About Leadership

Leadership is both a research area and a practical skill encompassing the ability of an individual or organization to “lead” or guide other individuals, teams, or entire organizations


As a CTO, you need to be a leader. A good one. Challenges as tech speed, emerging and dying patterns and tools, increasing complexity, shortening time-to-market expectations, talent hiring, and retention, to mention a few, require strong leadership.

Meaning, for instance, keeping every single day your team motivated, empowered, eager to succeed, skilled enough, under a manageable pressure, and helping them to remove impediments, manage conflicts, focus on what they can control and improve, have a clear and shared vision.

It’s hard work. But I love it. When things become inevitably difficult, I try to remind myself that if all the above conditions were perfectly reached, I wouldn’t be needed at all. Thus, I can make a difference, to my Company, my team, and our customers.

And perhaps the last factor is what deeply motivates me the most: I truly believe that helping people to improve has exponential impacts on their professional and personal lives. Recognizing it is a great reward for all of my efforts.

Maturity Levels

I consider team success as the ability to move through increasing levels of maturity.

That’s what I try to do every day. For myself and my teams.

Photo by yang miao on Unsplash

Maturity levels cover many aspects: tech and soft skills, project management, service excellence, spending optimization, regulatory compliance, people management, processes definition and measurement, and of course continuous improvement approach.

Sharing the as-is baseline and steps to be made to improve, enables vision implementation and next steps identification.

Leadership Tools

But how to move through this maturity path? These are the principles I try to apply every day:

  • Keep the pressure for you, don’t cascade it. Never.
  • Know your people, everyone. What moves them, what they’re passionate about and afraid of.
  • Give feedback regularly: the good, and the improving ones.
  • Ask and push them to move out of their comfort zone and clarify that mistakes are welcome.
  • State, share, and consistently act your values: mine are strong ethics, transparency, truly improving mission.
  • Clarify that the organizational models are tools to leverage desired outcomes. I consider changing organizational models as the opportunity to increase focus. I normally do it at least once a year.
  • Enforce communication of team results, towards their and your peers, your managers. This supports the achievement of better positioning of your team, find opportunities for review and improvement and the motivation.
  • Share information, give context. Always help people to understand what is happening around them and why we’re doing things and make certain decisions. I do it every time I can, daily in our morning “smart alignment meeting”, my weekly “Leadership Meetings” and during the monthly meeting with the whole team.
  • Invest in training, tech, and soft.
  • Remind they are in charge, no matter what. You’re there to help, drive, and support. But they are are in charge. I believe in DRI principle, but to be honest I still struggle with its execution.

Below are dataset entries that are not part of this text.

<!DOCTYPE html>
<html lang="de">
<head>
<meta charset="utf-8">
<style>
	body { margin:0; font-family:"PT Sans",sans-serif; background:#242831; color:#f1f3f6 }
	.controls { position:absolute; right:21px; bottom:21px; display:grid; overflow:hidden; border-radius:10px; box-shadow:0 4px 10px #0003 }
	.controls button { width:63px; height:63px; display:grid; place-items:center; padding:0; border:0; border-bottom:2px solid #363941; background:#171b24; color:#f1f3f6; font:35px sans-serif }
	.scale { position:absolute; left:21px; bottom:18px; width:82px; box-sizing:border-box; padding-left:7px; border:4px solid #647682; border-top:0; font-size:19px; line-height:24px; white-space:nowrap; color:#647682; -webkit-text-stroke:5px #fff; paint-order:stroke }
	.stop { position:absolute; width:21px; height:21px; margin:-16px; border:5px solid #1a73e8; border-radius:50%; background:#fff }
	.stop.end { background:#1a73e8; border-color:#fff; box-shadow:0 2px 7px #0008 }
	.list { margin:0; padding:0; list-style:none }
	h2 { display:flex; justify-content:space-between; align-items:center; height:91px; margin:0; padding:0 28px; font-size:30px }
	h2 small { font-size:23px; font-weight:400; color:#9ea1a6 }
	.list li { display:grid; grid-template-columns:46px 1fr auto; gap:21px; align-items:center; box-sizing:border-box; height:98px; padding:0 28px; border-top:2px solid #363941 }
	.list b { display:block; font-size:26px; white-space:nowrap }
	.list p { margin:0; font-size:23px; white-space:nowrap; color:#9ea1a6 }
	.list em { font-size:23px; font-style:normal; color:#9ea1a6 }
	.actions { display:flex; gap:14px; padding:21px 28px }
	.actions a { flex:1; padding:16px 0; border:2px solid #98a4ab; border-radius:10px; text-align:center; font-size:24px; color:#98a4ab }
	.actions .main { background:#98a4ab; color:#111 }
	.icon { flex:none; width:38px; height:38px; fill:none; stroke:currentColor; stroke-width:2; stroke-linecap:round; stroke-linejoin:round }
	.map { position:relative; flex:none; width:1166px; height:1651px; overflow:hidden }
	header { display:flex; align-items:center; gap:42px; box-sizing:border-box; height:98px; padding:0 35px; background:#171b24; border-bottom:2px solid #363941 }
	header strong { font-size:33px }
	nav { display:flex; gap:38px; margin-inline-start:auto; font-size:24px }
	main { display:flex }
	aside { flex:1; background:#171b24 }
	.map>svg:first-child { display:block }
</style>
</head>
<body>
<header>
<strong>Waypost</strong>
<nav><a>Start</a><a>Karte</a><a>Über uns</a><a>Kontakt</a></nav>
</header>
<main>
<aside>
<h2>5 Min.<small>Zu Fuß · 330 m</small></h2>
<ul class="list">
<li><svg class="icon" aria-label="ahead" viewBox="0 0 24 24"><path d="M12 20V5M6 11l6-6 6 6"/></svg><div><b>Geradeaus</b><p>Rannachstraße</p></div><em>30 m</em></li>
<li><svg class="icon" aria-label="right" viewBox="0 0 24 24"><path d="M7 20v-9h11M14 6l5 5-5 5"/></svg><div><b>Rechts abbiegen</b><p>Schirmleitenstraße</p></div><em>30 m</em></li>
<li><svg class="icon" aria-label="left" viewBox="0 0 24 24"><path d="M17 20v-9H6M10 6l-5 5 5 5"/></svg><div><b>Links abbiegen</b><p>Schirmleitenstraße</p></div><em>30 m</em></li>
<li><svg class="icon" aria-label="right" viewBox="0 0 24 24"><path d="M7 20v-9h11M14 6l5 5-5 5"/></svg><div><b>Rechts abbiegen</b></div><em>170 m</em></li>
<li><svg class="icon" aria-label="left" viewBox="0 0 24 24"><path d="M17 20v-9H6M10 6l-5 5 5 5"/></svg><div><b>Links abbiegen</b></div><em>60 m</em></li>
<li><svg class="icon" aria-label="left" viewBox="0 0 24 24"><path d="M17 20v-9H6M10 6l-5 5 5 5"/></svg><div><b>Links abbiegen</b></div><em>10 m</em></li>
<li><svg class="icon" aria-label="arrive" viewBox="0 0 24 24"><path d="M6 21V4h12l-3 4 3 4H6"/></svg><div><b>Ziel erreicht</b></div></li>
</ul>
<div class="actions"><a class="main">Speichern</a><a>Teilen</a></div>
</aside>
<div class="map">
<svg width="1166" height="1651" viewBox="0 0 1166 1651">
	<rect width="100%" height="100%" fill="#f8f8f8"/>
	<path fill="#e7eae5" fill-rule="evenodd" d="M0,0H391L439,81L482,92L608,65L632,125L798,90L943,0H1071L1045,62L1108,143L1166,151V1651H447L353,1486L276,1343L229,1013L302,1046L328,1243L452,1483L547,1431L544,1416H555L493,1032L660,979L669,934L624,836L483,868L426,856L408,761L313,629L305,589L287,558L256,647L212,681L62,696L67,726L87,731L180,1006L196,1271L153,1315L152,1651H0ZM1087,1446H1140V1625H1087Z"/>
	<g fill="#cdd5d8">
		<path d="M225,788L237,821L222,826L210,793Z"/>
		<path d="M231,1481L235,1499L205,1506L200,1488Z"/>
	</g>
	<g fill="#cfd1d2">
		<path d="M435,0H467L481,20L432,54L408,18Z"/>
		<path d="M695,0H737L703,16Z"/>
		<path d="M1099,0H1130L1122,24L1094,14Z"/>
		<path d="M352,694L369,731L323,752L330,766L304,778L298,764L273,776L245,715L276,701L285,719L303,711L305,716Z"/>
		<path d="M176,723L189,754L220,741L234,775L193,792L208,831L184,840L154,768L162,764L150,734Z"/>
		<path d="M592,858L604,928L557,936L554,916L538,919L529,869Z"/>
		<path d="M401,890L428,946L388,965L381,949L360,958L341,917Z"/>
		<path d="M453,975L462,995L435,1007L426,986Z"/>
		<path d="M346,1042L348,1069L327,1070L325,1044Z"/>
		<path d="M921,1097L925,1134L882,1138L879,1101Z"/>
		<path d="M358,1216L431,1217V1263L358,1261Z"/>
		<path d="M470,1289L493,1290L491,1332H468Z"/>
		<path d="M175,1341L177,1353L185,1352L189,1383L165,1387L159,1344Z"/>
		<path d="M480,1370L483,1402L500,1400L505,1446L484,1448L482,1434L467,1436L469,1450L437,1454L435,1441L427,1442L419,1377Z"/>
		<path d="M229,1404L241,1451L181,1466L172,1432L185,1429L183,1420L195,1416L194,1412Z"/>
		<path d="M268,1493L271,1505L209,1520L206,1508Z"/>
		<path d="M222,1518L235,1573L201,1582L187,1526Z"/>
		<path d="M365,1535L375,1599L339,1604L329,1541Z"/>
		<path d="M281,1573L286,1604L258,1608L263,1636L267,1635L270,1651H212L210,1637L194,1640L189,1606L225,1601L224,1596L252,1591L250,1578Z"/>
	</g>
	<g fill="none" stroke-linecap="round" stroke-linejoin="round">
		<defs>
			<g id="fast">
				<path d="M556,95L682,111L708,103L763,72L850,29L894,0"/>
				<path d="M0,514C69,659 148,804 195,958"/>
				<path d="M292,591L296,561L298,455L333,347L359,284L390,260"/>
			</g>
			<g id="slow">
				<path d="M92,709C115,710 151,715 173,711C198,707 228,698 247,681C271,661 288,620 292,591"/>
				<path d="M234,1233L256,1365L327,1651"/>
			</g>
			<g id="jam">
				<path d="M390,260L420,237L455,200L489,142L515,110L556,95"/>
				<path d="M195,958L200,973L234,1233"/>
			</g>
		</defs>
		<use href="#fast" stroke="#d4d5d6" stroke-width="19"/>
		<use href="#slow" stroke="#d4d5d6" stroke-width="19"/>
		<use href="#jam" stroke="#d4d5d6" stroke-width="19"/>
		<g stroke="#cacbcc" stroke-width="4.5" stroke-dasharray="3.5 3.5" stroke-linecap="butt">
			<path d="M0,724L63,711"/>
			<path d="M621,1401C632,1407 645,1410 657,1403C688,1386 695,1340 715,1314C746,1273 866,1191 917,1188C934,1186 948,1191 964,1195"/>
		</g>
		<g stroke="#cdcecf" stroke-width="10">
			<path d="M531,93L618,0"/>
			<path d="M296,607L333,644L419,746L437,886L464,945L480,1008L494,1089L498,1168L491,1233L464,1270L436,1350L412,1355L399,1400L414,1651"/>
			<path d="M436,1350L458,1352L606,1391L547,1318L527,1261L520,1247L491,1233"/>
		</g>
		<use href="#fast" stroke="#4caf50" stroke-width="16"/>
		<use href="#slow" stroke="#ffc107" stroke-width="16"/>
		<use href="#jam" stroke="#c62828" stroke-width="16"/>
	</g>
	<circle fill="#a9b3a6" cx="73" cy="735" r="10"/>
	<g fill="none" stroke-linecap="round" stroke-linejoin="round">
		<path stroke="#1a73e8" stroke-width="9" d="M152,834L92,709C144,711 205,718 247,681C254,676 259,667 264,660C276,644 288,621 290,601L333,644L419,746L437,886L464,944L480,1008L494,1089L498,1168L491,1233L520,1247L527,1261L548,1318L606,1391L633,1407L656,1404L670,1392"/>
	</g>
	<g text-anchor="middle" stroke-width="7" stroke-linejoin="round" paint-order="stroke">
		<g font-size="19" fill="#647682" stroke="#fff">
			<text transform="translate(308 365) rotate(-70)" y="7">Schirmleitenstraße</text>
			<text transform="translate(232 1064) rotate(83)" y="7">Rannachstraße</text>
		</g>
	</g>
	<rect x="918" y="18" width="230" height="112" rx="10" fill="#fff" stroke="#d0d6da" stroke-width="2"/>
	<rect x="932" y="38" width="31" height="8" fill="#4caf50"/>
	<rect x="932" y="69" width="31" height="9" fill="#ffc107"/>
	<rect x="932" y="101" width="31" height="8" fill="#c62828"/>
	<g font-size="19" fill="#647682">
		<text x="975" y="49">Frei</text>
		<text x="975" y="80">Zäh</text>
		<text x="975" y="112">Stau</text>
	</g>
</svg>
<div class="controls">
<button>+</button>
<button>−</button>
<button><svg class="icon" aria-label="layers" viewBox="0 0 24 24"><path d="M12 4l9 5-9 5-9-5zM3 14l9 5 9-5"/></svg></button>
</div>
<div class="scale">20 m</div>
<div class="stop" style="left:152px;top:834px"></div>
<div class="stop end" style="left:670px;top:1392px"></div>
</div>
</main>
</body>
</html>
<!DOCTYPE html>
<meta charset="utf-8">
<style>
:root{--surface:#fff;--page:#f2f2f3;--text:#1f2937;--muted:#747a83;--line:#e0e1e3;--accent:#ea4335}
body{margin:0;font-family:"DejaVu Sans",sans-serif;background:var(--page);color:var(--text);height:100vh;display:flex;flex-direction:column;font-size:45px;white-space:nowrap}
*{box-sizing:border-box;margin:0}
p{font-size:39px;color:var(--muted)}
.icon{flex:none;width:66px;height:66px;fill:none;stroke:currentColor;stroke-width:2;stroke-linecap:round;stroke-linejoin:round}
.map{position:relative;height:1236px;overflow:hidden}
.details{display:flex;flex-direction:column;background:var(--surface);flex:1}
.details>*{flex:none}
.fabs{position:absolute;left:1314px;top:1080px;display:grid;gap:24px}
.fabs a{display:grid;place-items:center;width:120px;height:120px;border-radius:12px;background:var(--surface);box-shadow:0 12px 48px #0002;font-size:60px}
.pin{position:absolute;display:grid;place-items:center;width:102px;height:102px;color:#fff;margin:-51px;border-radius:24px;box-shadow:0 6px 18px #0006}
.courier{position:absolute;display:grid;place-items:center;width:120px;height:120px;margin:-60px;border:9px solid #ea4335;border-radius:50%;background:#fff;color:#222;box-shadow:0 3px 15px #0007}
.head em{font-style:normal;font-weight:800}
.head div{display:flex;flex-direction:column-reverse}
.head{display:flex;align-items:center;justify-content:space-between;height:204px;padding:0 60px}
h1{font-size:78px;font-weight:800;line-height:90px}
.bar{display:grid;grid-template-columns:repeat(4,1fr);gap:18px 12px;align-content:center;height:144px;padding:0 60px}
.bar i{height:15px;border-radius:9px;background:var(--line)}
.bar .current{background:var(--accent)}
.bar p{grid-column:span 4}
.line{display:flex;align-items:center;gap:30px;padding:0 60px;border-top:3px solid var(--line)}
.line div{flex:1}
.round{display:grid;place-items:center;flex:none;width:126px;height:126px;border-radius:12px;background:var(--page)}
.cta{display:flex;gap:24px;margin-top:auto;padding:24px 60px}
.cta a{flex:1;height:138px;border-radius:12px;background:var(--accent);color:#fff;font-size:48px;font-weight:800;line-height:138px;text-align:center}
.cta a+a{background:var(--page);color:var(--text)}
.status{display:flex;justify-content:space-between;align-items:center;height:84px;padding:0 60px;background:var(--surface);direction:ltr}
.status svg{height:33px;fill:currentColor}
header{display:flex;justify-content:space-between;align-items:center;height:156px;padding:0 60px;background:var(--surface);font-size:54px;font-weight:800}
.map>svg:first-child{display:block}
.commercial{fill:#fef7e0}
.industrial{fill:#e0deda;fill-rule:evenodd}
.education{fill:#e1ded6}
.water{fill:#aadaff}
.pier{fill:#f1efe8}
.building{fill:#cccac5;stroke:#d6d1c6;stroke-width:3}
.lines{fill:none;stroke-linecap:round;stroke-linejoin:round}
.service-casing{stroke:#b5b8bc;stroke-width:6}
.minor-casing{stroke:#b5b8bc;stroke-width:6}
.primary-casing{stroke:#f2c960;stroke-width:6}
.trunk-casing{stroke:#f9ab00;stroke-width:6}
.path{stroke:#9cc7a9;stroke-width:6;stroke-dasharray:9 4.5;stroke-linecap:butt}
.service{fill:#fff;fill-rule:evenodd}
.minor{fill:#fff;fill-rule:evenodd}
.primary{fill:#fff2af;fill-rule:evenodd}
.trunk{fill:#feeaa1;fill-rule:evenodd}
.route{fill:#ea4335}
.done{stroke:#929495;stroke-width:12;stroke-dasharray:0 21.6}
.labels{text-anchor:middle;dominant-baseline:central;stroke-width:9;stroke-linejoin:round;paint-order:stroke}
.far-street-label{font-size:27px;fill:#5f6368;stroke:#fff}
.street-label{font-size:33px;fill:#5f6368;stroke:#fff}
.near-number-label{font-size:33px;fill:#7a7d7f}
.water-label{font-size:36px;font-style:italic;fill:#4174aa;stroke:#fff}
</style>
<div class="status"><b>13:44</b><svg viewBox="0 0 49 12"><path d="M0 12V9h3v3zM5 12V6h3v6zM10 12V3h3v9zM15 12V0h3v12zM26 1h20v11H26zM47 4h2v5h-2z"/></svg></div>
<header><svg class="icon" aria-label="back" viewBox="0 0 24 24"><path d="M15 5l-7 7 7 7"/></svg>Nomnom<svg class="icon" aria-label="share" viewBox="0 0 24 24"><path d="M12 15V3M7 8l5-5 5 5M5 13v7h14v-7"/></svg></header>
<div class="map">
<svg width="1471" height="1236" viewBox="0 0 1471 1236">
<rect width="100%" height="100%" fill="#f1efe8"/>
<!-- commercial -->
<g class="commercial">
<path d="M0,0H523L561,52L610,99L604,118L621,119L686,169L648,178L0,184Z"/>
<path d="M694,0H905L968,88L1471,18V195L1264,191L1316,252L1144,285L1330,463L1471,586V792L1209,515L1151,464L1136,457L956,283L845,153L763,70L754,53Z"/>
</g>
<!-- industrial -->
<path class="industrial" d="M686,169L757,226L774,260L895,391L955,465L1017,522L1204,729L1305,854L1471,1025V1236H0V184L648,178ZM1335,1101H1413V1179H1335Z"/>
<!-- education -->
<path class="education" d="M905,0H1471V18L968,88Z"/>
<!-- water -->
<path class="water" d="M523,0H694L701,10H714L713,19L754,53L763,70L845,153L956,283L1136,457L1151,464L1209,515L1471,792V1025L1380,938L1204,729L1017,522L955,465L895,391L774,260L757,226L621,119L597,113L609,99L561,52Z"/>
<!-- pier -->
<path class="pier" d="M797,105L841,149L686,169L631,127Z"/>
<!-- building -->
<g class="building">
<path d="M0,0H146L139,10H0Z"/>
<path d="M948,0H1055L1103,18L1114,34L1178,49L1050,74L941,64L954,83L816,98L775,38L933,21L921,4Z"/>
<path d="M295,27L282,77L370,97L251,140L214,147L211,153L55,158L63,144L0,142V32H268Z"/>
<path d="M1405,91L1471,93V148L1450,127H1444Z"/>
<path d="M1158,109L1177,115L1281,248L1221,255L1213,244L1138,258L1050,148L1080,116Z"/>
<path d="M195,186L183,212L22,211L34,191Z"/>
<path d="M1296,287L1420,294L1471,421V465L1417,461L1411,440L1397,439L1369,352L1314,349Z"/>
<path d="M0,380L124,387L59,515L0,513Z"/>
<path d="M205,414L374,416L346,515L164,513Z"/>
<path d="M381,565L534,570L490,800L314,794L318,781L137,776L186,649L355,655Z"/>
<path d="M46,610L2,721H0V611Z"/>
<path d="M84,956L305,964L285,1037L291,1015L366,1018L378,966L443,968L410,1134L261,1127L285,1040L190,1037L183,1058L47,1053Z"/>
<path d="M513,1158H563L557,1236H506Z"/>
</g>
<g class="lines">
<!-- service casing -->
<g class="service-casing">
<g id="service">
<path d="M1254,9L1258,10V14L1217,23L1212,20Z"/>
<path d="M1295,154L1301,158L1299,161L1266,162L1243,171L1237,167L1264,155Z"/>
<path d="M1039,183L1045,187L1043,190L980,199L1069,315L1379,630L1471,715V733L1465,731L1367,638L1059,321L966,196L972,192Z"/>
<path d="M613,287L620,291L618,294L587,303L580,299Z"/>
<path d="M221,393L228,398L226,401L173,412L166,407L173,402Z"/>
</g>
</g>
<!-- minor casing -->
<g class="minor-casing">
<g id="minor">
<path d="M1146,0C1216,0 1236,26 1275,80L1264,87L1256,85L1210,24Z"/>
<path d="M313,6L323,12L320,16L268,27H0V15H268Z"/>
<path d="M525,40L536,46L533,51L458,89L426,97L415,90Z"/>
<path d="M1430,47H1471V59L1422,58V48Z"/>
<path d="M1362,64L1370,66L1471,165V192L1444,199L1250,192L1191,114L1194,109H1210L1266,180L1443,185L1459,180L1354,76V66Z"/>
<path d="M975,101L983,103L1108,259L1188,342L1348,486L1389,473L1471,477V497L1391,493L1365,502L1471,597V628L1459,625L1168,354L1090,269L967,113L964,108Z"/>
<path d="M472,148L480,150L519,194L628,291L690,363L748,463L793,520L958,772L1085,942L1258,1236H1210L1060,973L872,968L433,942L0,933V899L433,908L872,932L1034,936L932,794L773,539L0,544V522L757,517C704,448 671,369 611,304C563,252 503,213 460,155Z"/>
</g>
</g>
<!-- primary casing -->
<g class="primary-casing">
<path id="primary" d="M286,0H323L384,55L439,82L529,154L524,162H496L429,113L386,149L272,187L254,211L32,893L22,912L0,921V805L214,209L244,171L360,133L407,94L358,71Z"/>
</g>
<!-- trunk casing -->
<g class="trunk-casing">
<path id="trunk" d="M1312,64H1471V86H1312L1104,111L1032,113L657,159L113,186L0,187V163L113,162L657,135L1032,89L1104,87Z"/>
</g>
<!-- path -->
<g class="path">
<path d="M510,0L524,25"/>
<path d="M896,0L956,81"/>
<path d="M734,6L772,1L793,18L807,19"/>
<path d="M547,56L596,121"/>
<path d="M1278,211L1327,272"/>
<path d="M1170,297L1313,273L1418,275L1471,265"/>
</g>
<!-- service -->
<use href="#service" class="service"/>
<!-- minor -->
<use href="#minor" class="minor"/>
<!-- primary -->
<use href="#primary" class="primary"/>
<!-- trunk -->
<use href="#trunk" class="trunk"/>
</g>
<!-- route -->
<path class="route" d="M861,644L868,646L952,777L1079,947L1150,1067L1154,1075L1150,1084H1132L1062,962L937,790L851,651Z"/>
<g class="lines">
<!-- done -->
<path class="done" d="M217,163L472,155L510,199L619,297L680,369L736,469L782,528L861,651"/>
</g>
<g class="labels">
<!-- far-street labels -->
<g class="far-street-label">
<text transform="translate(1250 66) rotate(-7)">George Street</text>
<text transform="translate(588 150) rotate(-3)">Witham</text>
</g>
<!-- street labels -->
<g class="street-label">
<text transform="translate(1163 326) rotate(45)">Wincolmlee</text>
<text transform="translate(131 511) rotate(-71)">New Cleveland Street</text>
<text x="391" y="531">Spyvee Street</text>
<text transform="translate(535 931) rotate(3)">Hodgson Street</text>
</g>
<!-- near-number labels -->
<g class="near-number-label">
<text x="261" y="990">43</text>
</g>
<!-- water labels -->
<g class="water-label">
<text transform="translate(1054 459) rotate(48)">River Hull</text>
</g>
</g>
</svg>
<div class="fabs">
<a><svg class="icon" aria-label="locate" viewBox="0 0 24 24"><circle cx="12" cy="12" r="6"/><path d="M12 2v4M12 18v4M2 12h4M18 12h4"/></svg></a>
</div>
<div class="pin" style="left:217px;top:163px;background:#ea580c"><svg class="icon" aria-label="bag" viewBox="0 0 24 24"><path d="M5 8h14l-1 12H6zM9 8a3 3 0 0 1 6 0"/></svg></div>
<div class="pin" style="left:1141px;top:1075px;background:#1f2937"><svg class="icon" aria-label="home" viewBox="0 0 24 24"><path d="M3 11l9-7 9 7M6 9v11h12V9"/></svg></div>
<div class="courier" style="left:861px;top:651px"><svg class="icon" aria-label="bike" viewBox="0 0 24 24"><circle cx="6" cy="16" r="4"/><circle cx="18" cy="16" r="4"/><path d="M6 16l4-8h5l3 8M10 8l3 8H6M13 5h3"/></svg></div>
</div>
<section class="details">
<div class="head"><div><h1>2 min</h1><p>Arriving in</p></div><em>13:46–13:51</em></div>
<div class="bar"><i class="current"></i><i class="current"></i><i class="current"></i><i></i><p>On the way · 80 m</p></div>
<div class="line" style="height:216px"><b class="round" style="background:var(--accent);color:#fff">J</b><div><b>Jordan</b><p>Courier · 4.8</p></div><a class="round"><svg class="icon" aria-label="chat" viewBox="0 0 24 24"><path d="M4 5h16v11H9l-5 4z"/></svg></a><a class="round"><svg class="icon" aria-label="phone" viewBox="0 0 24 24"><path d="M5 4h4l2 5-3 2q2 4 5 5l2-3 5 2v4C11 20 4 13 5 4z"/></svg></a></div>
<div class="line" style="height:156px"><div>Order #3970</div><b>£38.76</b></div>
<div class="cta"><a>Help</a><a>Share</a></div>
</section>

I am not perfect and I cannot always stick to all the above. But I strongly try to. Every day.

External support

You’re not alone of course.

The HR department is a key partner to achieve all the above. I ask to be supported for training, leadership development, context sharing during my meetings. Being proactive truly helps and gives you credits to ask more.

Also, there are tons of good books and articles to read. Here are some of my favorite books on leadership and supporting tools and practices:

Also, I strongly believe in getting help through coaching. I see so much value in it as I can challenge my approach, tools, and vision.

But don’t forget you’re in charge. Get suggestions, hints, inspiration. But then do it your way.